He arrives around 6PM and doesn’t leave until 7AM the following morning. Working off lights he strings around the mural site, Marlon Yanes perseveres in the dark to finish a 91-foot mural for East Palo Alto’s Ravenswood Middle School in time. And while students will be arriving soon, Marlon has another reason for the time crunch: He has to hop a plane for the Pacific Northwest Chalk Fest in Redmond, Washington.
It’s the middle of August when temperatures can soar during the day and construction crews working around the school operate non-stop jackhammers, so a moonlit art session isn’t bothersome for the street painter, muralist and chalkboard artist from Redwood City. Marlon even prefers the solitude of night, painting with only a pair of earbuds in his ears for company. In fact, for ten years while working his 9-to-5 desk job, the nighttime was his domain for exploring his artistic side projects.
For the project at hand, Marlon is restoring a mural depicting smiling faces of students, jigsaw puzzle pieces spelling out the word “respect” and a sky-blue logo of the school. This is a breezy assignment for the adept illustrator who can draw with vivid detail the nuances of a human face or create geometric shapes with chalk on the pavement to create otherworldly, three-dimensional images.
Marlon begins by prepping the wall the same way he learned from his days as a house painter and in order to cover the massive spread, he uses spray paint—a first for the chalk enthusiast. Wrapping up in time for his flight to Washington, Marlon packs all his gear back into his big, black truck and washes the paint off his hands. He officially concludes the process by posting a few photos and a video of the mural onto his Instagram profile.
“Finito” he writes in the post explaining the artwork, a catchphrase he’ll often deploy in posts like these once the paint from a project fully dries.
He may be done with the Ravenswood school piece, but Marlon and his murals are far from finito. He’s painted almost nonstop since leaving his position last summer as the in-house chalk artist and graphic designer for the Northern California region of Whole Foods. Marlon’s work frequently appears in 10- by 10-square-foot boxes at art festivals throughout the Bay Area and he’s been commissioned for art pieces for schools, office walls and even on Redwood City’s utility boxes. With expanding exposure, private clients have begun to reach out via Instagram to hire him for their home projects.

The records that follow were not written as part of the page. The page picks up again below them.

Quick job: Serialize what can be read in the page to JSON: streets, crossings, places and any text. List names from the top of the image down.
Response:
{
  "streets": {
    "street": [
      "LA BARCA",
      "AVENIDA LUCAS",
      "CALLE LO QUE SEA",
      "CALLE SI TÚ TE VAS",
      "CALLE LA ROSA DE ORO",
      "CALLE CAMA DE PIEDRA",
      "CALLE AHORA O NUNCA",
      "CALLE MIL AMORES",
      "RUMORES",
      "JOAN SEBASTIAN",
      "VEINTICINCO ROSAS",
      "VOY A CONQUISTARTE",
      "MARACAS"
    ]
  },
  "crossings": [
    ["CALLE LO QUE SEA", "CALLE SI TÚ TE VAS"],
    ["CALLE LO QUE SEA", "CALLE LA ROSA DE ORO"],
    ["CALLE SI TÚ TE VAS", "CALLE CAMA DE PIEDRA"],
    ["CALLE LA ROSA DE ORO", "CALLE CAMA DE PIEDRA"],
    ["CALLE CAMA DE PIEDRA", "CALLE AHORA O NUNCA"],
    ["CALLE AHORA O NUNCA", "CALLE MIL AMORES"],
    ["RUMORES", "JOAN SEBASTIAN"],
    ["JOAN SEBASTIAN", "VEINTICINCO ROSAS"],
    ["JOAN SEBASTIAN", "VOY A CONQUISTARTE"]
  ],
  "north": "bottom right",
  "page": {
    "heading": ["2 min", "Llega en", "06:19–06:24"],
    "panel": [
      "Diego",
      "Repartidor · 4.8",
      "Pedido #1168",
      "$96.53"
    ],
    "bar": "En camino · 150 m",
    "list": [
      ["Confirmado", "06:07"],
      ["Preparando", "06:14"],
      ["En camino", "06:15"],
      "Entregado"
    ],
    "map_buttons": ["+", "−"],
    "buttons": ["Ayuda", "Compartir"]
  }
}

And then there’s the international group of street painters Marlon teamed up with that’s introduced him to new ideas and connected him to empty walls in need of his colorful vision.
“We all met at chalk festivals and call each other ‘family.’ We all learn from each other and teach one another. Some have traits or techniques from all around the world like Peru or Mexico,” he says. “My chalk family tells me that I never pick anything that’s easy to draw. But I need the challenge; if I don’t have a challenge, I lose interest.”
Marlon is most himself when he has a pen in hand and he’s been like this since he was a toddler. Born in Guatemala, he recalls a story when he was five years old and fell off a bicycle, shattering his leg. When trying to describe to his mother what happened, Marlon’s explanation was fittingly put into an illustration.
“When I saw my mom, I asked for a paper and pencil to draw the bike,” he says. “My mom said that even for a five-year-old, you could see the shape of the bike. I said, ‘Here’s the leg, here’s the bike and wahh.’ I even drew the crying sound.”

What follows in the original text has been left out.